うめ氏はTwitterのフォロワーが1万人を突破している“アルファツイッタラー”で、情報の拡散力も高い。自身のTwitterアカウントでの告知ツイートはあっという間に“RT(Retweet)の嵐”を呼んだ。うめ氏は最近、このRTのされ方で「大体何万人くらいに見られたかが体感で分かるようになってきた」と話す。RTの嵐が起きている中で、「ネガティブな意見がどれくらいの速さで出るか」で広がりが推測できるという。
「基本肯定のRTが多い中で、つまんない、なってないみたいな意見が1人出てくると、大体3万人くらいに広がったと思っている。スティーブズではそういうRTがパパっと4、5人出てきたので、これは10万人軽く超えたなと思った」(うめ氏)

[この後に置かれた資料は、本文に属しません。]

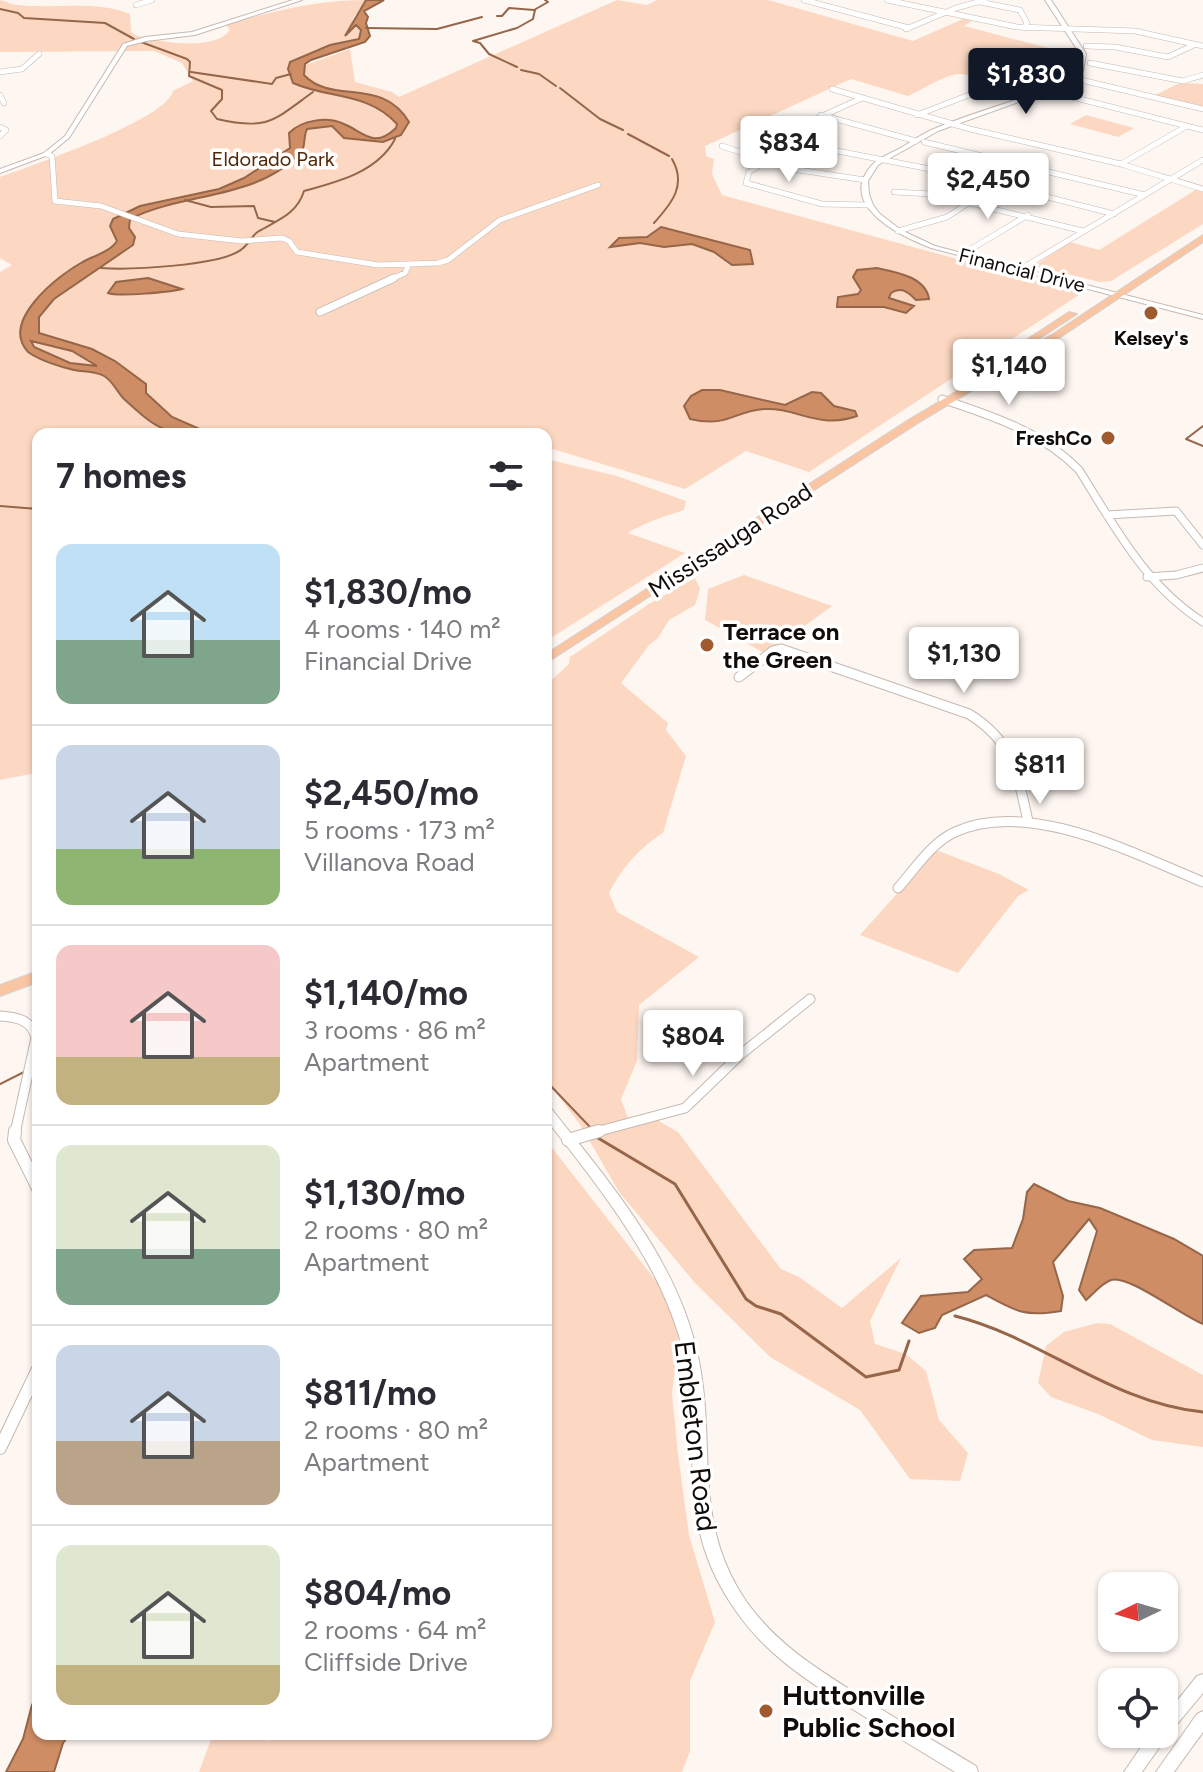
<!DOCTYPE html>
<html lang="en">
<head>
<meta charset="utf-8">
<style>
	:root { --surface:#fff; --page:#f2f2f3; --text:#2b2b33; --muted:#7c7c81; --line:#e1e1e2; --accent:#111827 }
	body { margin:0; font-family:Figtree,sans-serif; background:var(--page); color:var(--text); height:100vh; display:flex; flex-direction:column; font-size:30px; white-space:nowrap }
	* { box-sizing:border-box; margin:0 }
	p { font-size:26px; color:var(--muted) }
	.icon { flex:none; width:44px; height:44px; fill:none; stroke:currentColor; stroke-width:2; stroke-linecap:round; stroke-linejoin:round }
	.map { position:relative; flex:1; overflow:hidden }
	.details { position:absolute; left:32px; top:428px; width:520px; height:1312px; display:flex; flex-direction:column; background:var(--surface); border-radius:16px; box-shadow:0 2px 6px #0004 }
	.details>* { flex:none }
	.needle { width:52px; rotate:265deg }
	.buttons { position:absolute; left:1098px; top:1572px; display:grid; gap:16px }
	.buttons a { display:grid; place-items:center; width:80px; height:80px; border-radius:16px; background:var(--surface); box-shadow:0 2px 6px #0004; font-size:40px }
	.price { position:absolute; translate:-50% -68px; padding:0 18px; border-radius:8px; background:#fff; color:#222; font-size:26px; line-height:52px; filter:drop-shadow(0 2px 4px #0008) }
	.price::after { content:''; position:absolute; left:50%; top:48px; width:24px; height:18px; margin-left:-12px; background:inherit; clip-path:polygon(0 0,100% 0,50% 100%) }
	.price.on { background:var(--accent); color:#fff }
	ul { padding:0; list-style:none }
	li { display:flex; align-items:center; gap:24px; height:200px; padding:0 24px }
	li+li { border-top:2px solid var(--line) }
	li span { display:grid; place-items:center; flex:none; width:224px; height:160px; border-radius:16px; color:#555 }
	li>.icon { margin-inline-start:auto }
	span .icon { width:96px; height:96px; fill:#fffc; stroke-width:1 }
	li b { font-size:34px }
	h2 { display:flex; justify-content:space-between; align-items:center; height:96px; padding:0 24px; font-size:34px }
	.map>svg:first-child { display:block }
</style>
</head>
<body>
<div class="map">
<svg width="1203" height="1772" viewBox="0 0 1203 1772">
	<rect width="100%" height="100%" fill="#fef6f1"/>
	<path fill="#fcd8c2" d="M0,0c6,1 12,5 18,5 35,4 79,-5 112,9l1,17 4,4c24,7 79,17 95,-5l-4,-5c47,-14 91,-25 140,-25l-12,17 -8,20 9,-12 6,5 -1,9 -30,6 -39,17 -2,9 61,-22 5,33 37,10 7,5 218,-97 30,5 10,-5h111l145,41 50,-22 9,2 -8,5 84,22 26,13c-21,45 -78,14 -114,13 -15,0 -38,16 -52,22l-57,-17 -146,67 1,10 8,3 -2,15 10,21 360,98 -273,179 -63,-21 -61,38 -139,-42v-13h-508v342l-2,-3 -36,7v-508l12,-7 -12,-7v-81c31,-11 166,-57 173,-86l20,-10 -11,-18 -28,-12 -154,1z
		M1180,83l23,1v23l-48,-12z
		M1086,115l48,13 -16,9 -48,-13z
		M1197,189l6,2v33l-92,57 -11,1 -66,-16 36,-24 29,8z
		M546,459l71,17 69,25 -2,9c-20,7 -39,12 -56,23l57,20 -139,88z
		M744,575l88,31 -66,48 -61,-34 3,-31z
		M695,578l5,11 -5,16 -26,15 -11,18 -9,7 -28,38 47,40 -2,7 20,26 -23,77c-24,15 -41,35 -54,60l8,19 82,45 -60,48 -2,56 -16,38 7,19 29,2 21,12 103,137 18,8 43,31 59,-50 -31,63 5,23 31,10 20,17 13,49 29,33 -8,28 -50,-2 -50,-69 -90,-53 -75,-74 -76,-91 -38,-66 -35,-47v-394l23,-21 1,-7 79,-53z
		M936,850l63,24 30,16 -11,6 -60,77 -98,-38z
		M546,1140l114,146 19,48 -7,59 6,61 11,81 26,87 -25,59v70l-8,21h-483l14,-38h57l-2,8 10,-8h268z
		M1097,1323l13,1 93,51v72l-51,-7 -54,-26 -47,-17 -13,-14 8,-37 18,-14z"/>
	<path fill="#ce8d64" stroke="#956649" stroke-width="2" fill-rule="evenodd" d="M366,0h18l-20,11 4,6 -2,6 4,13 -5,6 -54,18 -6,4 -1,11c28,30 78,1 105,47l-8,13 -18,7 -39,-4 -12,-12 -25,3c-4,8 -1,17 -6,23 -43,48 -118,40 -171,67l-1,9 6,9 -2,8 -79,54 -15,18v16l53,16 23,12 31,23v9l26,24 39,17c-47,0 -52,-3 -87,-35 -7,-7 -11,-18 -20,-23 -9,-5 -21,-4 -30,-6 -14,-3 -35,-10 -46,-18 -28,-30 28,-75 53,-89 11,-7 28,-10 36,-22l-7,-15 3,-7 27,-13 79,-17 25,-11 46,-30 -1,-15c13,-13 38,-17 55,-9 21,9 30,25 52,4l1,-4c-29,-32 -68,-25 -104,-41l-5,-14 2,-7 40,-17 29,-6 2,-9 -5,-5 -11,11zM31,341l41,10 25,15 -27,-3 -36,-16z
		M661,227l89,23 3,14 -21,1 -18,-13 -22,-8 -28,3 -24,-4 -30,4 9,-9 28,-1z
		M877,268c19,4 49,9 52,31l-13,1c-8,-8 -15,-14 -25,-7l-2,5 25,8 -8,7 -22,-6h-47l1,-10 20,-3 3,-4 -8,-13 4,-7z
		M148,278l34,11c-11,3 -64,8 -74,4l8,-11z
		M702,390h18l65,15 27,-13 9,1 13,13 21,5 2,5c-39,14 -61,-9 -93,-7 -30,2 -36,19 -74,10l-6,-13 7,-10z
		M1034,1184l34,17 32,7 74,31 29,17v68c-21,-8 -75,-50 -92,-44 -9,3 -18,14 -25,20l-7,-10 18,-59 -8,-12 -36,43 10,34 -2,15c-36,6 -44,1 -75,-16l-44,20 -7,13 -16,5 -17,-10 19,-27 47,-4 14,-13 -18,-20 10,-9 38,-2 11,-29 4,-27z
		M38,1696v38h32l-7,9 -9,29h-48l17,-33 9,-34z"/>
	<g fill="none" stroke-linecap="round" stroke-linejoin="round">
		<path stroke="#956649" stroke-width="2" d="M0,9l18,4 6,5 81,5 29,16
			M497,16h5l7,-8 25,2 14,-8 -3,-2
			M366,28l71,1 45,-12
			M141,42l46,17 3,3 -1,14 33,14v9l-11,12 6,8c51,12 57,1 96,-27
			M517,67l-28,-13 -9,-11 -7,-2 44,-13 16,-9 2,-9
			M521,70l18,4 17,12
			M191,72l81,12 4,-6 15,-4
			M560,88l40,31 23,11
			M628,134l41,22
			M185,200l26,7 43,-1 4,12 17,4
			M654,223c18,-20 33,-38 18,-64
			M101,268c27,2 121,-2 141,-19 7,-5 9,-13 17,-18 19,-11 38,-17 45,-40 33,-9 74,-19 91,-52
			M1203,426l-17,13 17,7
			M0,506l38,3
			M546,1081l44,46
			M0,1084l24,-12"/>
		<path stroke="#956649" stroke-width="3" d="M598,1138l77,46 71,115 10,7 25,8 85,63 33,-7 10,-29
			M955,1316c85,21 158,88 248,96"/>
		<defs>
			<path id="minor-far3" d="M804,0l105,28
				M887,0l130,27 118,4 68,15
				M980,2l40,8 7,13 -3,5
				M136,5l16,-5
				M906,29l50,-21 29,-8
				M1086,46l29,1 53,10 28,-13
				M1090,63l93,18 20,-6
				M0,72l22,-3 17,-15
				M1073,78l130,31
				M832,89l138,40 151,35 82,25
				M1052,92l151,38
				M0,95l4,8
				M821,115l95,26
				M917,115l75,-29
				M0,127l6,3 -6,6
				M758,128l59,19 144,28 153,39
				M778,136l84,-38
				M924,142l221,53
				M722,146l70,23 73,11
				M46,154l6,2 3,45 46,5 77,28 64,7 40,-3 7,3 8,11 81,13 60,-2 10,-3 52,-40 98,-35
				M764,162l-15,10 -3,11 76,21 48,1
				M1121,164l66,-38
				M894,192l39,2 150,37
				M898,231l49,-14 23,-15
				M966,252l62,-37
				M1019,270l184,-110
				M389,280l16,-7 3,-7"/>
			<path id="minor-far2" d="M320,312l74,-34
				M942,399c50,17 99,32 137,71 36,57 66,115 124,152
				M1107,515l69,-4 27,34
				M1147,577l29,-2 27,-7"/>
			<path id="minor-far1" d="M739,677l34,-26 8,-2 188,65c45,28 48,59 59,107
				M898,888c17,-19 33,-45 57,-56 74,-34 179,22 248,50
				M0,1016c17,1 32,4 36,22l-21,95
				M592,1133l93,-25 55,-53 70,-56"/>
			<path id="minor" d="M15,1131l-1,9 24,48
				M568,1140l31,-9
				M0,1448l38,-79"/>
			<path id="tertiary" d="M293,0h9l-107,35 -49,6 -19,5 -58,92 -21,17 -48,18v-4l44,-16 21,-17 58,-92 22,-7 47,-5z
				M1045,0h6l35,54 -3,17 -23,16 -122,44 -60,34 -10,16 1,13 4,11 7,9 21,16 34,16 268,69v4l-272,-71c-31,-12 -95,-43 -59,-83 7,-7 18,-12 27,-16 12,-7 24,-16 37,-21 38,-16 78,-26 116,-42 10,-4 18,-11 26,-17l2,-15z
				M546,1106l4,1c60,76 130,156 149,254 17,86 -7,161 47,240 30,43 73,69 116,96 37,24 76,46 114,69l2,6h-23c-36,-22 -73,-44 -109,-67 -42,-26 -82,-53 -110,-94 -20,-28 -34,-60 -39,-94 -9,-52 -1,-106 -12,-158 -20,-92 -83,-167 -139,-240z
				M1203,1674v19l-35,42 -26,37h-18l26,-38h14v-17l33,-41z
				M1203,1711v21l-29,40h-18l41,-58z"/>
			<path id="primary" d="M1203,235v7l-144,96 -141,85 -372,240v-9l364,-235 143,-85z
				M1069,312l8,2 -52,34 -8,-2z
				M38,971v11l-38,14v-11z"/>
		</defs>
		<use href="#minor-far3" stroke="#c6b9b2" stroke-width="6"/>
		<use href="#minor-far2" stroke="#c6b9b2" stroke-width="9"/>
		<use href="#minor-far1" stroke="#c6b9b2" stroke-width="11"/>
		<use href="#minor" stroke="#c6b9b2" stroke-width="14"/>
		<use href="#tertiary" stroke="#c6b9b2" stroke-width="2"/>
		<use href="#primary" stroke="#d4d3d3" stroke-width="2"/>
		<use href="#minor-far3" stroke="#fff" stroke-width="5"/>
		<use href="#minor-far2" stroke="#fff" stroke-width="7"/>
		<use href="#minor-far1" stroke="#fff" stroke-width="9"/>
		<use href="#minor" stroke="#fff" stroke-width="12"/>
		<use href="#tertiary" fill="#fff" fill-rule="evenodd"/>
		<use href="#primary" fill="#fac5a3" fill-rule="evenodd"/>
	</g>
	<g fill="#9f5b2d" stroke="#fff" stroke-width="3">
		<circle cx="1151" cy="313" r="8"/>
		<circle cx="1108" cy="438" r="8"/>
		<circle cx="707" cy="645" r="8"/>
		<circle cx="766" cy="1711" r="8"/>
	</g>
	<g text-anchor="middle" dominant-baseline="central" stroke-width="7" stroke-linejoin="round" paint-order="stroke">
		<g font-size="20" fill="#522707" stroke="#fff">
			<text x="273" y="159">Eldorado Park</text>
		</g>
		<g font-size="20" fill="#100c09" stroke="#fff">
			<text transform="translate(1022 270) rotate(14)">Financial Drive</text>
		</g>
		<g font-size="20" font-weight="bold" fill="#100c09" stroke="#fff">
			<text x="1151" y="338">Kelsey's</text>
			<text x="1092" y="438" text-anchor="end">FreshCo</text>
		</g>
		<g font-size="24" fill="#100c09" stroke="#fff">
			<text transform="translate(730 540) rotate(-33)">Mississauga Road</text>
		</g>
		<g font-size="24" font-weight="bold" fill="#100c09" stroke="#fff" text-anchor="start">
			<text x="723" y="631">Terrace on<tspan x="723" dy="28">the Green</tspan></text>
		</g>
		<g font-size="28" fill="#100c09" stroke="#fff">
			<text transform="translate(696 1436) rotate(83)">Embleton Road</text>
		</g>
		<g font-size="28" font-weight="bold" fill="#100c09" stroke="#fff" text-anchor="start">
			<text x="782" y="1695">Huttonville<tspan x="782" dy="32">Public School</tspan></text>
		</g>
	</g>
</svg>
<div class="buttons">
<a><svg class="needle" viewBox="-14 -14 28 28"><path d="M0-13l5 13h-10z" fill="#e53935"/><path d="M0 13l5-13h-10z" fill="#7c7c81"/></svg></a>
<a><svg class="icon" aria-label="locate" viewBox="0 0 24 24"><circle cx="12" cy="12" r="6"/><path d="M12 2v4M12 18v4M2 12h4M18 12h4"/></svg></a>
</div>
<b class="price on" style="left:1026px;top:116px">$1,830</b>
<b class="price" style="left:789px;top:184px">$834</b>
<b class="price" style="left:988px;top:221px">$2,450</b>
<b class="price" style="left:1009px;top:407px">$1,140</b>
<b class="price" style="left:964px;top:695px">$1,130</b>
<b class="price" style="left:1040px;top:806px">$811</b>
<b class="price" style="left:693px;top:1078px">$804</b>
<section class="details">
<h2>7 homes<svg class="icon" aria-label="filters" viewBox="0 0 24 24"><path d="M4 7h16M4 17h16"/><circle cx="9" cy="7" r="2"/><circle cx="15" cy="17" r="2"/></svg></h2>
<ul>
<li><span style="background:linear-gradient(#bfe0f5 60%,#7fa58c 0)"><svg class="icon" aria-label="home" viewBox="0 0 24 24"><path d="M3 11l9-7 9 7M6 9v11h12V9"/></svg></span><div><b>$1,830/mo</b><p>4 rooms · 140 m²</p><p>Financial Drive</p></div></li>
<li><span style="background:linear-gradient(#c9d6e8 65%,#8fb573 0)"><svg class="icon" aria-label="home" viewBox="0 0 24 24"><path d="M3 11l9-7 9 7M6 9v11h12V9"/></svg></span><div><b>$2,450/mo</b><p>5 rooms · 173 m²</p><p>Villanova Road</p></div></li>
<li><span style="background:linear-gradient(#f6c9c9 70%,#c2b280 0)"><svg class="icon" aria-label="home" viewBox="0 0 24 24"><path d="M3 11l9-7 9 7M6 9v11h12V9"/></svg></span><div><b>$1,140/mo</b><p>3 rooms · 86 m²</p><p>Apartment</p></div></li>
<li><span style="background:linear-gradient(#dfe7d0 65%,#7fa58c 0)"><svg class="icon" aria-label="home" viewBox="0 0 24 24"><path d="M3 11l9-7 9 7M6 9v11h12V9"/></svg></span><div><b>$1,130/mo</b><p>2 rooms · 80 m²</p><p>Apartment</p></div></li>
<li><span style="background:linear-gradient(#c9d6e8 60%,#b9a48a 0)"><svg class="icon" aria-label="home" viewBox="0 0 24 24"><path d="M3 11l9-7 9 7M6 9v11h12V9"/></svg></span><div><b>$811/mo</b><p>2 rooms · 80 m²</p><p>Apartment</p></div></li>
<li><span style="background:linear-gradient(#dfe7d0 75%,#c2b280 0)"><svg class="icon" aria-label="home" viewBox="0 0 24 24"><path d="M3 11l9-7 9 7M6 9v11h12V9"/></svg></span><div><b>$804/mo</b><p>2 rooms · 64 m²</p><p>Cliffside Drive</p></div></li>
</ul>
</section>
</div>
</body>
</html>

漫画家自身がソーシャル上で影響力を持ち、自身の作品を広める――ネット上ではこうした宣伝能力・セルフプロデュース能力のある作家に人気が集まっているというのが、漫画家3人の共通認識だ。逆にいえば、ネット上での作品展開で大きな課題となっているのは“宣伝力の乏しさ”だと萱島氏は指摘する。「紙はヤバイといろいろ言われているが、雑誌の宣伝力や本屋というタッチポイントは相当すごい。Webでは面白いものを作ったとしても、それを届ける手段がない」(萱島氏)。そして萱島氏は、「漫画とは違う方向で、例えばアイドル的な感じでフォロワーをたくさん作って、それから漫画を広めてく」といった漫画家のあり方も、これからの時代には考えられるとも話す。
しかし、面白い作品を作る漫画家が、必ずしもセルフプロデュース能力を兼ね備えているわけではない。うめ氏の感覚では「そうじゃない(プロデュース能力がない)漫画家のほうが圧倒的に多い」という。さらに鈴木氏は、そもそもセルフプロデュースに時間をさく余裕がない漫画家が多いと指摘する。うめ氏の場合、「2人組でやっているから時間的余裕がある」という。
こうした状況を振り返りながら鈴木氏は、漫画家に替わって“Webで仕掛けられる”編集者が必要だと話す。うめ氏は議論の中で、講談社の編集者が独立して設立した作家エージェント会社・コルクについて言及。コルクの社長である佐渡島庸平氏は小山宙哉氏の人気漫画『宇宙兄弟』の担当編集でもあり、コルクは小山宙哉氏のエージェントを受け持っている。
うめ氏は、宇宙兄弟のTwitterアカウントの運用の上手さに触れつつ、担当していた佐渡島氏の運用術を評価。電子書籍が本格化していく中で、Webを理解した編集者が「これから増えていくと思う」と期待を寄せた。